Work to be completed —
A single number is the answer: the count of lines in these records with "align" in them.

Data section —
- Opening Delimiter -
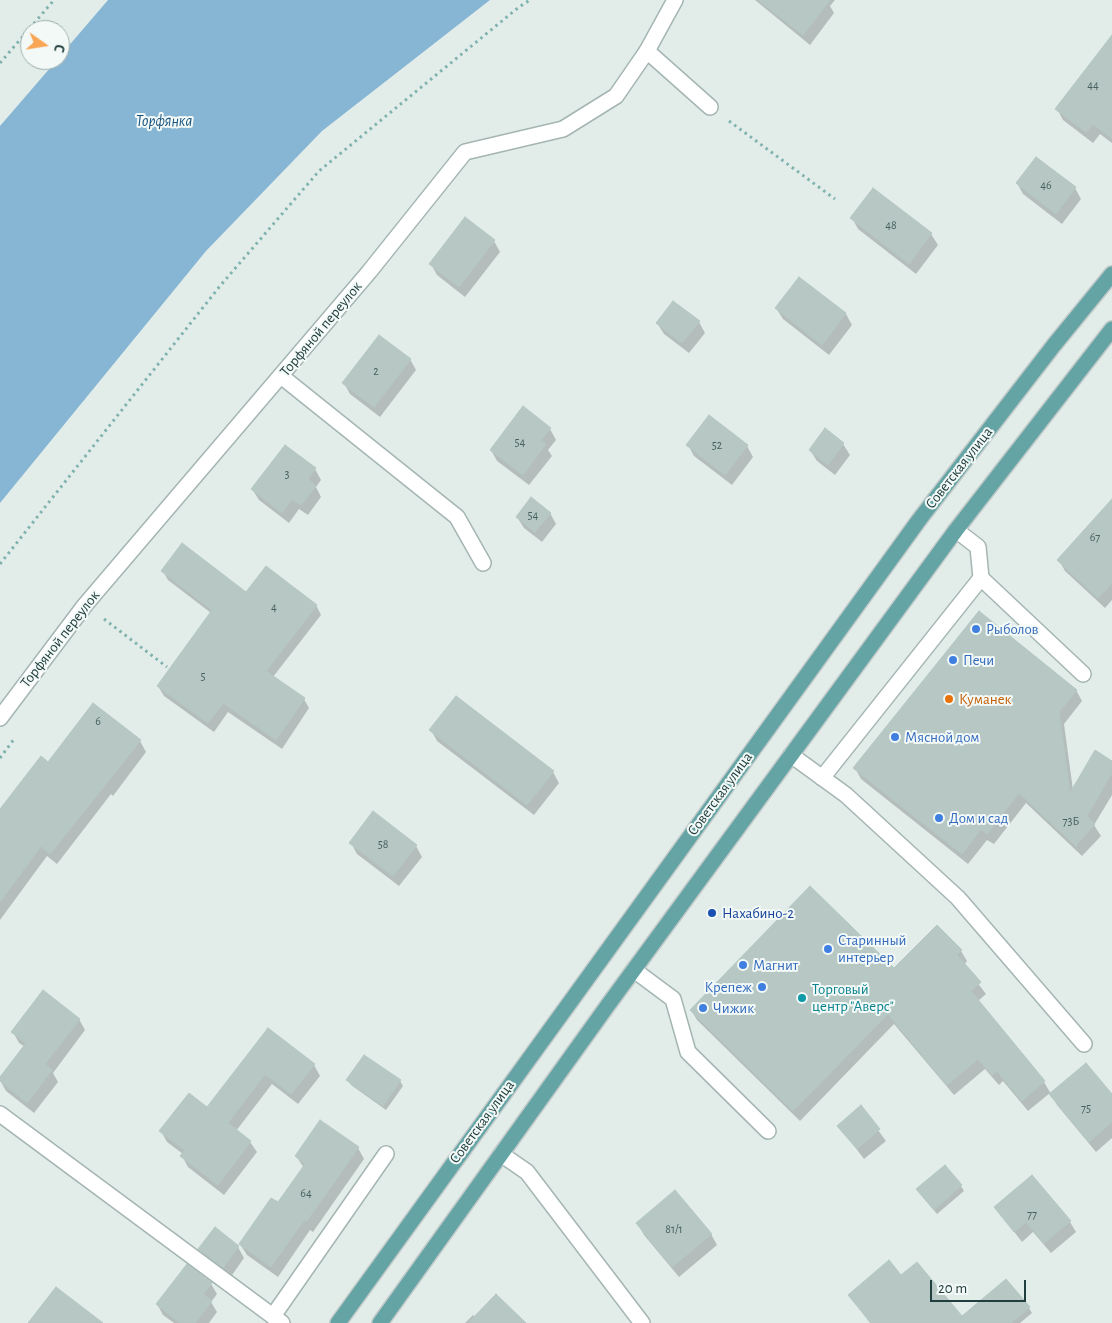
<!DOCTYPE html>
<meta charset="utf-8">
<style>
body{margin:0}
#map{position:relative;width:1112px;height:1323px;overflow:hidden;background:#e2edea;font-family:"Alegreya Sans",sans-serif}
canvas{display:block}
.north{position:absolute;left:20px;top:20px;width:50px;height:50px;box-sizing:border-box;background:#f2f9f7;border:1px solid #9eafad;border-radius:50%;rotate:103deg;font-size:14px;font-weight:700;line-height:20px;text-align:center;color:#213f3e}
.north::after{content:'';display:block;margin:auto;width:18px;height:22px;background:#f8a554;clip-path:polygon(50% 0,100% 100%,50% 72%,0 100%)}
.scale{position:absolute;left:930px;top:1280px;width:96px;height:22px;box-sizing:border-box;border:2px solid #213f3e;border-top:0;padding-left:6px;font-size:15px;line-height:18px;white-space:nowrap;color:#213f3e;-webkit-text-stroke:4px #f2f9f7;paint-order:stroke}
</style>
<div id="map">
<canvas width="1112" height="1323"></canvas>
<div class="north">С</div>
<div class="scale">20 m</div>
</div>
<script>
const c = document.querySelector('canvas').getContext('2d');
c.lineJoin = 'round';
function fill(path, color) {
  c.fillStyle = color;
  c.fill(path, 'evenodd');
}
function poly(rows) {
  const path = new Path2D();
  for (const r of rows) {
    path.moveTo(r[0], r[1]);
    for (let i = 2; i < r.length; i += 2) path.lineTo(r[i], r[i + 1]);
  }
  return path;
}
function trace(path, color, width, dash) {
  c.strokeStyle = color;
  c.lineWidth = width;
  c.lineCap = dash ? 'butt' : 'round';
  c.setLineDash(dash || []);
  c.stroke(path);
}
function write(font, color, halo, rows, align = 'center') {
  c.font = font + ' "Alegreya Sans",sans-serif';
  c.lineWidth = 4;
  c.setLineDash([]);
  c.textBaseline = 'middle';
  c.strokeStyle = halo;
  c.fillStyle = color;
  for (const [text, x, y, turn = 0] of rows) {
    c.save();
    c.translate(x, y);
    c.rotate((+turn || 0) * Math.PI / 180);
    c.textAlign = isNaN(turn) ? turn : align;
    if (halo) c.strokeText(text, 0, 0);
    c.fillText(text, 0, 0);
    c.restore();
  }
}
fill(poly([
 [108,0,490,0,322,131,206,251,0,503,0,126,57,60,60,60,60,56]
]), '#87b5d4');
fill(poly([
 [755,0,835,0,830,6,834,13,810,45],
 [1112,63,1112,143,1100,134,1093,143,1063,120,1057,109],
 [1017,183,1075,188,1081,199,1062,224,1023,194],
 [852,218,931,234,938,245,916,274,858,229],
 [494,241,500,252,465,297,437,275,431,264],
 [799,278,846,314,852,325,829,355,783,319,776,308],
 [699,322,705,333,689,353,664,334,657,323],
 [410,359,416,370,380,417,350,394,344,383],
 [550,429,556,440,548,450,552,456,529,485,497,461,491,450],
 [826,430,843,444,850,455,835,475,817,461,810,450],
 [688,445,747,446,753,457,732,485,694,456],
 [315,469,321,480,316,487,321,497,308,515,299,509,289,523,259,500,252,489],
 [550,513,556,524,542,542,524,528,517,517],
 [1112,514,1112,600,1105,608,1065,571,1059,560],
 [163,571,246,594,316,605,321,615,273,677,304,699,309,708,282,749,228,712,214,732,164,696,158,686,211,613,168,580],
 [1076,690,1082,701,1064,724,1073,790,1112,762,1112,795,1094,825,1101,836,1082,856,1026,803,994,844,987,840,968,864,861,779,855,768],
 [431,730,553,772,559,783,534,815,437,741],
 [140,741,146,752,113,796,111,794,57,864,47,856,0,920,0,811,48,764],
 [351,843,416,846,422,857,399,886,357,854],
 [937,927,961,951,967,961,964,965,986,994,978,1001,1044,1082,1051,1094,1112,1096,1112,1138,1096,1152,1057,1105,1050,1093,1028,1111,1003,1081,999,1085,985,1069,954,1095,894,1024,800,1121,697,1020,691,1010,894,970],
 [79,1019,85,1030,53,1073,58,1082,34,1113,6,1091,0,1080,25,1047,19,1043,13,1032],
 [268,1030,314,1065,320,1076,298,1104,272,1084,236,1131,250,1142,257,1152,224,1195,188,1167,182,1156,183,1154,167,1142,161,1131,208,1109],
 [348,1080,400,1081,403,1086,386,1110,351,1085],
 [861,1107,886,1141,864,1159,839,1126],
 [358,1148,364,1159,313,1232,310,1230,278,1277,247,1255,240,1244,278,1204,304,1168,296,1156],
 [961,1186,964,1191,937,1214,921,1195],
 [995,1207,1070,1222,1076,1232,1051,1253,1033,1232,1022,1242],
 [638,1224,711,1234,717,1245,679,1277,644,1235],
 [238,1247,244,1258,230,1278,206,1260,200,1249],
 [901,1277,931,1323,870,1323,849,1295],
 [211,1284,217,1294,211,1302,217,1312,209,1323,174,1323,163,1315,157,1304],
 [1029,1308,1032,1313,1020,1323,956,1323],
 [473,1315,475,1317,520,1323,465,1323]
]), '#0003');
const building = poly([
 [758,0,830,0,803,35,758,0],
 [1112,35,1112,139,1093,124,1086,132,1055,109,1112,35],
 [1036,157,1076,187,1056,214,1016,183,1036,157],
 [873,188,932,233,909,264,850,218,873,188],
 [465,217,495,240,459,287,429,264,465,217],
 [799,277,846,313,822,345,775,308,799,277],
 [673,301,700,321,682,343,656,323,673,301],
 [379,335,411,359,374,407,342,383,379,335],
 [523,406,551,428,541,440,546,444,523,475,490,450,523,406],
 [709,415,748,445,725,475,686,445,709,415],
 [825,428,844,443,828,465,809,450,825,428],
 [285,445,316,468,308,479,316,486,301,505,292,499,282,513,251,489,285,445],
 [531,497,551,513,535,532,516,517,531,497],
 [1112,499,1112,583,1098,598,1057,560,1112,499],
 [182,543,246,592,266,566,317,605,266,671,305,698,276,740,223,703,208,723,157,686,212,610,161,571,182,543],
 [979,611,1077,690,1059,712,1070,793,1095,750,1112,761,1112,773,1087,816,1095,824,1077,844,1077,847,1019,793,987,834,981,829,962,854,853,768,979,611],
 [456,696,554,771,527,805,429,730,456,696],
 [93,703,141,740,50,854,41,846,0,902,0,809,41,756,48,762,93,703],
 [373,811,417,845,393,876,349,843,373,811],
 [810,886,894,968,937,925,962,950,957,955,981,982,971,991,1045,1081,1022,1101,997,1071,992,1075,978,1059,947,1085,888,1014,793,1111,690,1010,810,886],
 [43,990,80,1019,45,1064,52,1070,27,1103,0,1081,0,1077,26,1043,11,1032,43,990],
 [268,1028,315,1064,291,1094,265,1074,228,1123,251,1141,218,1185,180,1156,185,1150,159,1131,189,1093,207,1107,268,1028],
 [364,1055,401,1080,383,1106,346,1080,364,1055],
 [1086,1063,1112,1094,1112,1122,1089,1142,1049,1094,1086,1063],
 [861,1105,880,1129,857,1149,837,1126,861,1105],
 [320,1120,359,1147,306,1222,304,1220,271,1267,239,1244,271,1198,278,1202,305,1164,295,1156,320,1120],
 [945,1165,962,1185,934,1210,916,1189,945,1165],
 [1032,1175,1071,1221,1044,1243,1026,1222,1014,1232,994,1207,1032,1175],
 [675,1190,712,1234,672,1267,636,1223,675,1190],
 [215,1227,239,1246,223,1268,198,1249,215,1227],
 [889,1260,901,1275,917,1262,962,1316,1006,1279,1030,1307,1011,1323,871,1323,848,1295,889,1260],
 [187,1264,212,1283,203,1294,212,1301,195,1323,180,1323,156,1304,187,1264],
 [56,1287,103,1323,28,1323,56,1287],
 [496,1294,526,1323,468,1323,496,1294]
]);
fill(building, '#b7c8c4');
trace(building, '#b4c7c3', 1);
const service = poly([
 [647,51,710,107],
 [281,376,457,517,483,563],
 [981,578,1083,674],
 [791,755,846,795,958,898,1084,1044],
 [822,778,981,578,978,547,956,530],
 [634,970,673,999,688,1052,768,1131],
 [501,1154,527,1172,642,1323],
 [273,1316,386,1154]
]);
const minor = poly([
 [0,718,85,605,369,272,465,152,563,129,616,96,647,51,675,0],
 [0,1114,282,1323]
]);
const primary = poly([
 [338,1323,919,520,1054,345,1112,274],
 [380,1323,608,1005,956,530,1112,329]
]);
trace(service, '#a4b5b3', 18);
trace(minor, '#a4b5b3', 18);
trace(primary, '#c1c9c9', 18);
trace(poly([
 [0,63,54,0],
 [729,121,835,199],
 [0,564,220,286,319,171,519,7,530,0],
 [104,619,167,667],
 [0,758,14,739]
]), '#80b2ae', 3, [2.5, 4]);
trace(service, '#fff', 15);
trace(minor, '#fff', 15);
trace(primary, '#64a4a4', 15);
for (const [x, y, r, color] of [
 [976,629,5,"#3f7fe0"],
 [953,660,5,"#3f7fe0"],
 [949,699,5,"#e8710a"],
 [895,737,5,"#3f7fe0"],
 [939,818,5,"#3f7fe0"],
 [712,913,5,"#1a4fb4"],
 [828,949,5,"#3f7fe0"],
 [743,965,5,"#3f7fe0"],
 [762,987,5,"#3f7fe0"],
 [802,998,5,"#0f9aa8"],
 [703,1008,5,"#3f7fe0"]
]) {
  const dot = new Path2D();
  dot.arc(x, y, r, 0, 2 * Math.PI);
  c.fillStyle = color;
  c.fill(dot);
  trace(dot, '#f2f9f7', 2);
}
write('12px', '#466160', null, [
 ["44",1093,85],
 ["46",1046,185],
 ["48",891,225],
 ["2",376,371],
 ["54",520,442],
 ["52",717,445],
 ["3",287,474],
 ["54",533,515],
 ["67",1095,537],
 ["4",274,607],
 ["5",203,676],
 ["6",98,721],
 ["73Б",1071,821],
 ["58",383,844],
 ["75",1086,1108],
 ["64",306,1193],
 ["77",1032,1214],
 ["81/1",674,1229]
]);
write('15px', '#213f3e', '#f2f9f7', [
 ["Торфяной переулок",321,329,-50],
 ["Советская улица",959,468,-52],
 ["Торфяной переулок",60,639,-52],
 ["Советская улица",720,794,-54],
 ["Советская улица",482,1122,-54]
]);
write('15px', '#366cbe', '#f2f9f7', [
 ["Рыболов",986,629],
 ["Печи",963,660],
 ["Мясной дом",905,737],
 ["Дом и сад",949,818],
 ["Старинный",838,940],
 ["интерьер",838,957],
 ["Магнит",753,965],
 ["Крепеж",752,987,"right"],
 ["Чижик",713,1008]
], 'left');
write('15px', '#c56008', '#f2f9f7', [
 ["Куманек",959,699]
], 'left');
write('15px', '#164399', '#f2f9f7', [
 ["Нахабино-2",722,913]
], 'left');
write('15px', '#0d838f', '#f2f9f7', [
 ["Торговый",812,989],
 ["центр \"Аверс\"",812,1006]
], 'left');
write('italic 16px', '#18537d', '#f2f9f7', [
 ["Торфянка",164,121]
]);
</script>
- Closing Delimiter -
Response below —
3